BEGIN Material provided
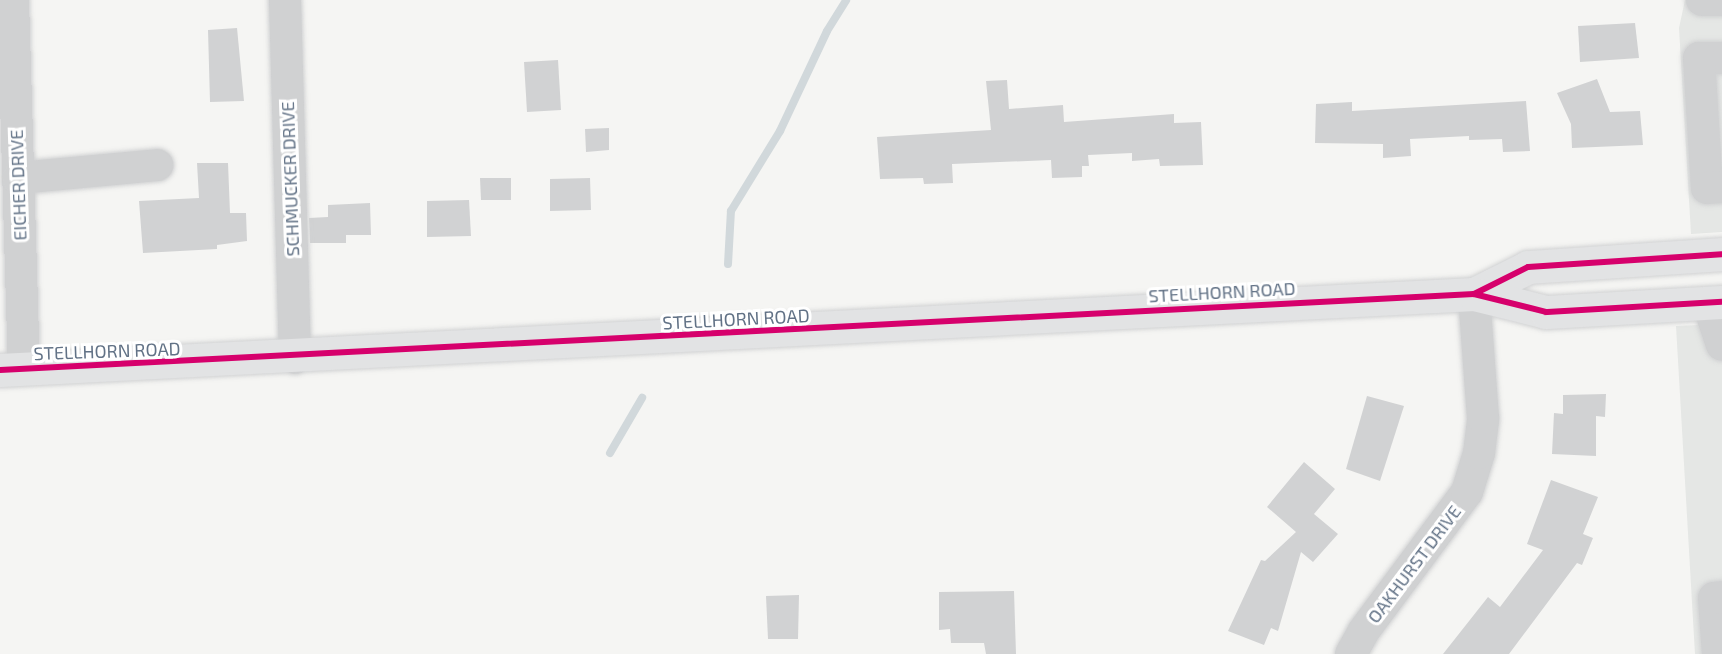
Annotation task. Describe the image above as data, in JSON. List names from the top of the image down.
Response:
{
  "streets": {
    "main road": ["STELLHORN ROAD"],
    "street": ["SCHMUCKER DRIVE", "EICHER DRIVE", "OAKHURST DRIVE"]
  },
  "crossings": [
    ["SCHMUCKER DRIVE", "STELLHORN ROAD"],
    ["EICHER DRIVE", "STELLHORN ROAD"],
    ["STELLHORN ROAD", "OAKHURST DRIVE"]
  ]
}
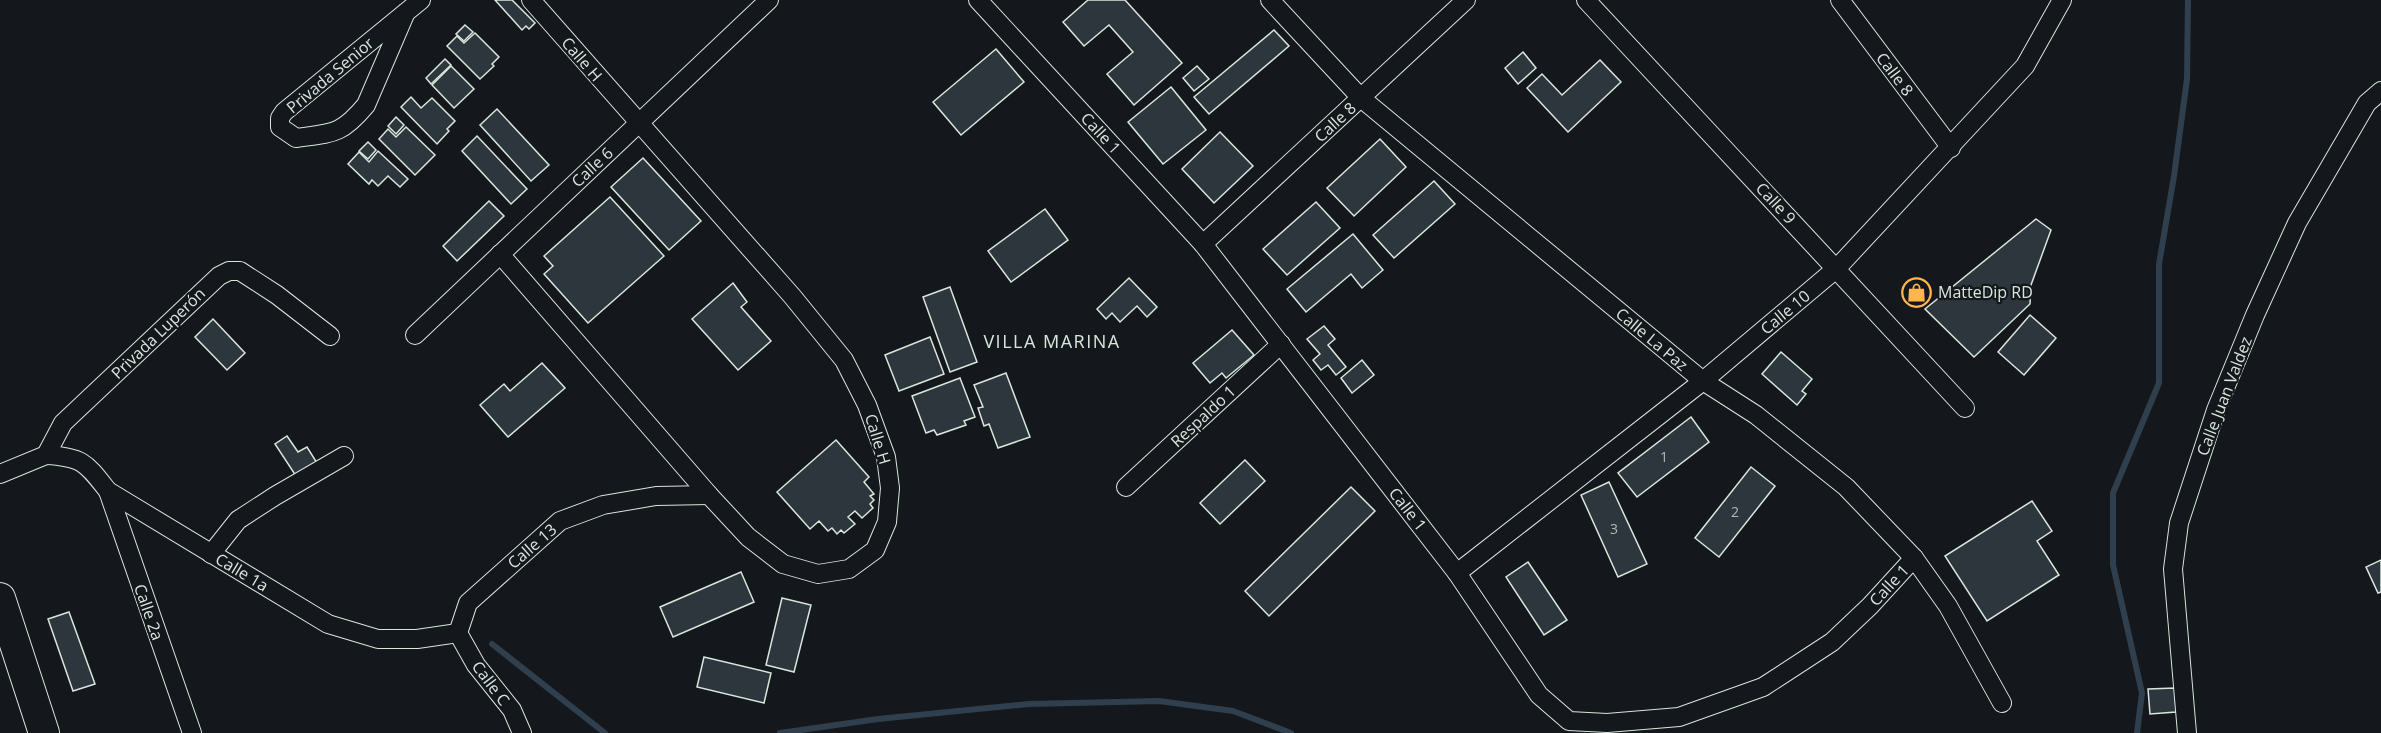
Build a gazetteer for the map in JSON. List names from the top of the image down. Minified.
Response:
{"streets":{"street":["Calle H","Calle 8","Privada Senior","Calle 1","Calle 6","Calle 9","Calle 10","Privada Luperón","Calle La Paz","Calle Juan Valdez","Respaldo 1","Calle 13","Calle 1a","Calle 2a","Calle C"]},"crossings":[["Calle H","Calle 6"],["Calle H","Calle 13"],["Calle 8","Calle 1"],["Calle 8","Calle 10"],["Calle 8","Calle La Paz"],["Calle 1","Calle 10"],["Calle 1","Calle La Paz"],["Calle 1","Respaldo 1"],["Calle 9","Calle 10"],["Calle 10","Calle La Paz"],["Privada Luperón","Calle 1a"],["Calle 13","Calle 1a"],["Calle 13","Calle C"],["Calle 1a","Calle 2a"],["Calle 1a","Calle C"]],"districts":["VILLA MARINA"],"places":{"shop":["MatteDip RD"]},"house_numbers":["1","2","3"]}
END Material provided
__Required action__
From the data above, determine how many lines hold "image", and write only the number.

__Worked solution__
2